The US Capitol Hill seize on January 6 by Trump supporters was orchestrated on Social media according to CNN. The mob stormed the building in an attack that saw four people die, which had been encouraged by President Donald Trump in a bid to overturn his defeat in the November 3, 2020 US Presidential Election. 

Just after 1 pm on January 6, when President Trump ended his speech to protesters in Washington by calling for them to march on Congress, hundreds of echoing calls to storm the building were made by his supporters online.

On social media sites used by the far-right, such as Gab and Parler, directions on which streets to take to avoid the police and which tools to bring to help pry open doors were exchanged in comments. At least a dozen people posted about carrying guns into the halls of Congress.

Calls for violence against members of Congress and for pro-Trump movements to retake the Capitol building have been circulating online for months. Bolstered by Trump, who has courted fringe movements like QAnon and the Proud Boys, groups have openly organized on social media networks and recruited others to their cause, the CNN report said. 

On Wednesday, their online activism became real-world violence, leading to unprecedented scenes of mobs freely strolling through the halls of Congress and uploading celebratory photographs of themselves, encouraging others to join them.

On Gab, they documented going into the offices of members of Congress, including that of House Speaker Nancy Pelosi. Dozens posted about searching for vice-president Mike Pence, who had been the target of Trump’s ire earlier in the day.

At 2:24 pm, after Trump tweeted that vice-president Pence “didn’t have the courage to do what should have been done,” dozens of messages on Gab called for those inside the Capitol building to hunt down the vice president.

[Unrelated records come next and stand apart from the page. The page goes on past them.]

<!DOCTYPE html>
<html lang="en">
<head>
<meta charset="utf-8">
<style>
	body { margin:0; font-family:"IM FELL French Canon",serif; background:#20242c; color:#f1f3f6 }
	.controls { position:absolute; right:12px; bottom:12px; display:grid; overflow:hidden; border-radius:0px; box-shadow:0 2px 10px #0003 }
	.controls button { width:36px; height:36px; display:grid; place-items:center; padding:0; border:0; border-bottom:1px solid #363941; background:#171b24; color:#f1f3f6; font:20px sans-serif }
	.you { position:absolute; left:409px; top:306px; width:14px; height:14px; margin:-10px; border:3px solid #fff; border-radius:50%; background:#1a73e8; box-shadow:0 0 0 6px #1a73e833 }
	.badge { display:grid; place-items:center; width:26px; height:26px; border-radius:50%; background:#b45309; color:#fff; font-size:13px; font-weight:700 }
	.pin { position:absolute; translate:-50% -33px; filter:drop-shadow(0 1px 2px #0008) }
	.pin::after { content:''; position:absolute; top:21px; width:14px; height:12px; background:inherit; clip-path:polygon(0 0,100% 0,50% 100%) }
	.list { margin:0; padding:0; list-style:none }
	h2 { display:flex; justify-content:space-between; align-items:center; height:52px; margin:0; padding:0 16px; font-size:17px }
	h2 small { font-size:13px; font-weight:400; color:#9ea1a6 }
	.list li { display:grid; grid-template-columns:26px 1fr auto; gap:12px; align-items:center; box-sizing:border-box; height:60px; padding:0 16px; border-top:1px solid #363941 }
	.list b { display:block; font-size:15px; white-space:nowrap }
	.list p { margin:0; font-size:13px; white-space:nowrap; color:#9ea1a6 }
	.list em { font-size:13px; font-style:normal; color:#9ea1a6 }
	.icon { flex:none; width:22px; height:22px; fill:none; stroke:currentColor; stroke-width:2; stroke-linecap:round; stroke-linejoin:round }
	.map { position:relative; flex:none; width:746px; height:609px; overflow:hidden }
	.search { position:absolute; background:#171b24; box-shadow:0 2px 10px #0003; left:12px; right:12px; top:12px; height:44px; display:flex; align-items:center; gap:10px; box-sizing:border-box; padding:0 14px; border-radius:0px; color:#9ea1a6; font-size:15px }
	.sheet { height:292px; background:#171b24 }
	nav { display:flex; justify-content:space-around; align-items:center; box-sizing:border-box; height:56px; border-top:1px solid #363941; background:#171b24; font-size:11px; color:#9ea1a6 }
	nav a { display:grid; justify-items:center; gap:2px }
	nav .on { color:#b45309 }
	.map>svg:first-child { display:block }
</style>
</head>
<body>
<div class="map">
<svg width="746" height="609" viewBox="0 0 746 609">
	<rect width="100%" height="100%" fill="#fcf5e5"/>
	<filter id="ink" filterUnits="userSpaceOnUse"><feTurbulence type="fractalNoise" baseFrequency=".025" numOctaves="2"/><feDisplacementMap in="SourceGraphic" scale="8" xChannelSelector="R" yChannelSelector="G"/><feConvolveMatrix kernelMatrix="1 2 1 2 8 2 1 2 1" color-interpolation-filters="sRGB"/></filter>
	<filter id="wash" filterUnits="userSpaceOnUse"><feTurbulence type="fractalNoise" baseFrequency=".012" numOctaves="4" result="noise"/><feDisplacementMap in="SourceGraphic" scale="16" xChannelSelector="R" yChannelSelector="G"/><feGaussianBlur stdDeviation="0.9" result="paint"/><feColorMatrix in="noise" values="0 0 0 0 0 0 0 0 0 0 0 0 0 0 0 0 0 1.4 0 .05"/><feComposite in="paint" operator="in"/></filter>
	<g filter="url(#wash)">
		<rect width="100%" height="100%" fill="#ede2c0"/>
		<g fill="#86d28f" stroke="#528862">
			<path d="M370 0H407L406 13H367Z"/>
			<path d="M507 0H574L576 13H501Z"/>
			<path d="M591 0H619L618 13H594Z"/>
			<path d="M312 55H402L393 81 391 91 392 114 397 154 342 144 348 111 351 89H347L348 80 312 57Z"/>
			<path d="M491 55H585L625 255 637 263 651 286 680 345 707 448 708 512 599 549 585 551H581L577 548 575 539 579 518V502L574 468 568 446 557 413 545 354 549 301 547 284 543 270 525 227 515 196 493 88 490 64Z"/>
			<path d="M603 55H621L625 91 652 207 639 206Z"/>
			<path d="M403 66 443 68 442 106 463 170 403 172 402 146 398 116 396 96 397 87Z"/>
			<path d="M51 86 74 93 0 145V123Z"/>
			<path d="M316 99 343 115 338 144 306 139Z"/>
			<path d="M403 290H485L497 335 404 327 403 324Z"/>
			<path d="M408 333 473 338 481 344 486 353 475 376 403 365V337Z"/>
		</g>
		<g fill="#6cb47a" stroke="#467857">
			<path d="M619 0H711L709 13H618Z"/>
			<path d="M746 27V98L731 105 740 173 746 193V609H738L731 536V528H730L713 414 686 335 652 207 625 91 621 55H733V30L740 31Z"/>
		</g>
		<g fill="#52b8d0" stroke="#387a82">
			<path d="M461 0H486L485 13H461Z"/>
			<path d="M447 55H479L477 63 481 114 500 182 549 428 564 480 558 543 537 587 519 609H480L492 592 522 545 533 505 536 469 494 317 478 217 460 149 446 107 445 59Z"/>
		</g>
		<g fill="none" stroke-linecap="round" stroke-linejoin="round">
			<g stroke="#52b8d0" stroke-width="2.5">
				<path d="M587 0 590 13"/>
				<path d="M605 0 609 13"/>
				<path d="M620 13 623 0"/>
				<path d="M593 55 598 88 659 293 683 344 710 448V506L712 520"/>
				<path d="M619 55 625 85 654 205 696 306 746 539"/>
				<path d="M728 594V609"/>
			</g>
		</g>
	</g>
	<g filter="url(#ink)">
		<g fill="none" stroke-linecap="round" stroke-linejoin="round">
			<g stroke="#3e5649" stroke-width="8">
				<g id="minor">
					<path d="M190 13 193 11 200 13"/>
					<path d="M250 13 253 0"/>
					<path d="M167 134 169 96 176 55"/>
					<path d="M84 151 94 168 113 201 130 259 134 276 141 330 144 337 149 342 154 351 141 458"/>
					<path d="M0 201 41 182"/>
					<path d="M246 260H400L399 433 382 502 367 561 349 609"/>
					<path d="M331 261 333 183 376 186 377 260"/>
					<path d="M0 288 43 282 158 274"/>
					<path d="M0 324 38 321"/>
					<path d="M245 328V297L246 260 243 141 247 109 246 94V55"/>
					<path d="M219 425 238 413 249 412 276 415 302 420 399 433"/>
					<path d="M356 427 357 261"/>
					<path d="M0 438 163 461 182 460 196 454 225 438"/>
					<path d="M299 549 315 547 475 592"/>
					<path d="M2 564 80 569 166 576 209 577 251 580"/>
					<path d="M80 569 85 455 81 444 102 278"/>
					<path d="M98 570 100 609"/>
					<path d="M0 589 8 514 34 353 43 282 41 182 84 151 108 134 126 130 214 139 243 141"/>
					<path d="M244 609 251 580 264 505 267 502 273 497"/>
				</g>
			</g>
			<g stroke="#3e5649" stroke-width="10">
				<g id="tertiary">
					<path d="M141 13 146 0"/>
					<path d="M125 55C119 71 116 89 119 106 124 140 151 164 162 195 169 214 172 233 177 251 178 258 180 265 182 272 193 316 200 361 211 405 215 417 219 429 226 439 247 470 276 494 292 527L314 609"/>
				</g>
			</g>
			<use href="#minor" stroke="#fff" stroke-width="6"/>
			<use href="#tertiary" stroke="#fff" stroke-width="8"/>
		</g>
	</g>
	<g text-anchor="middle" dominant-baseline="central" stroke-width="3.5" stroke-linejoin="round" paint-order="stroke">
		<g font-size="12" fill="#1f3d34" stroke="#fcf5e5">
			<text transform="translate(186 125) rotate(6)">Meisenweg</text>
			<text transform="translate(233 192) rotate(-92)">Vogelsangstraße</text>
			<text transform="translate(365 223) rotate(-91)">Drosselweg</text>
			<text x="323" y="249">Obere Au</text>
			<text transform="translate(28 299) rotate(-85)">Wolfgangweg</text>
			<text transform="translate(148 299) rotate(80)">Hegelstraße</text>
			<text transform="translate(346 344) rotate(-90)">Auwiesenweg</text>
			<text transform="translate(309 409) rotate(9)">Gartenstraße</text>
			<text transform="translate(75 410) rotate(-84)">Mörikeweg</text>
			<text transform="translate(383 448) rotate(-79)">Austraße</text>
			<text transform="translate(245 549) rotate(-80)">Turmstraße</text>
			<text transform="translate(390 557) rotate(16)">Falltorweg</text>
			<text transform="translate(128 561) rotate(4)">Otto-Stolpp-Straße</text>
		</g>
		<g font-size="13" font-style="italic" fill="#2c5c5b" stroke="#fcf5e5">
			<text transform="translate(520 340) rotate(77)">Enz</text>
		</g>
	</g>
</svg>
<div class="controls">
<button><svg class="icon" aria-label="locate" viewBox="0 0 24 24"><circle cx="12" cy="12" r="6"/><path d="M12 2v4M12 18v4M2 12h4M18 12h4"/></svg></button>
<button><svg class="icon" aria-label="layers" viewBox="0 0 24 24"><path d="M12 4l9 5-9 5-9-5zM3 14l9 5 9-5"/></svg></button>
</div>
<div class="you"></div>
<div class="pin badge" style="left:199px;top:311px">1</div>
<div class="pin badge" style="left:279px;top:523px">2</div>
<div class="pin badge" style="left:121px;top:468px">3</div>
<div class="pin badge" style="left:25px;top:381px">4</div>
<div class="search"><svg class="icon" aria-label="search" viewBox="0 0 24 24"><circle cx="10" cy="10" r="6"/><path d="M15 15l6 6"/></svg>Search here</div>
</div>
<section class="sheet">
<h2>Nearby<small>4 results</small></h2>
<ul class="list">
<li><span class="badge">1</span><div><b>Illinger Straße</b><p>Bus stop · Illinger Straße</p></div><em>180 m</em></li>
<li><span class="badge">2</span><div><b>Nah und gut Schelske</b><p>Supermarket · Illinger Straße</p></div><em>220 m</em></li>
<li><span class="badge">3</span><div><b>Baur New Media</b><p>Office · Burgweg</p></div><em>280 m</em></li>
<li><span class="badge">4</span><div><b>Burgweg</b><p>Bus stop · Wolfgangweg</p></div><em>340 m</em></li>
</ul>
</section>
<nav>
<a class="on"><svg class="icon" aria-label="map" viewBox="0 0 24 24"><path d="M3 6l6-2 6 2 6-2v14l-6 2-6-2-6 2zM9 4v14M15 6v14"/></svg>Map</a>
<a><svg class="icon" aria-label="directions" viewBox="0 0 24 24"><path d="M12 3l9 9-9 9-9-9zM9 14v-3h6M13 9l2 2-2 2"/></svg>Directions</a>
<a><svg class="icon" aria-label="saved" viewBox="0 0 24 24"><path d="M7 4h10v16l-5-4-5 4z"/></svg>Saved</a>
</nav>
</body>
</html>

In videos uploaded to the channel, protesters could be heard chanting “Where is Pence?”

As Facebook and Twitter began to crack down groups like QAnon and the Proud Boys over the summer, they slowly migrated to other sites that allowed them to openly call for violence, the CNN report said. 

Renee DiResta, a researcher at the Stanford Internet Observatory who studies online movements, said the violence was the result of online movements operating in closed social media networks where people believed the claims of voter fraud and of the election being stolen from Trump.

“These people are acting because they are convinced an election was stolen,” DiResta said. “This is a demonstration of the very real-world impact of echo chambers.”

She added: “This has been a striking repudiation of the idea that there is an online and an offline world and that what is said online is in some way kept online.”

The US Congress later on certified Joe Biden’s victory in the presidential election, hours after police managed to remove the mob. The certification clears the way for Biden to be sworn in on January 20.

Democrat Joe Biden’s victory was confirmed at about 03:30 local time (08:30 GMT) on January 7 by a joint session presided over by vice-president Mike Pence, who said the violence had been a “dark day in the history of the United States Capitol”.

The chaotic scenes followed months of escalating rhetoric from Trump and some Republican allies that sought to undermine the result of the November 3 election. The invasion of the Capitol by the president’s supporters, some armed, was an event without precedent in modern American history, reports said. 

Biden blasted the “insurrection” as Trump, while telling the mob to “go home”, continued to make false claims of electoral fraud. 

After objections by some Republican lawmakers to overturn the result in Arizona and Pennsylvania were rejected, Congress formally certified the final electoral college vote with Biden receiving 306 votes to Trump’s 232.

Shortly afterwards Trump said in a statement: “Even though I totally disagree with the outcome of the election, and the facts bear me out, nevertheless there will be an orderly transition on January 20th.”

The rampage came as two Democrats won Senate seats in elections in Georgia, which shifted the balance of Congress to their party’s effective political control. This major political victory will ease the passage of Biden’s agenda after he is inaugurated.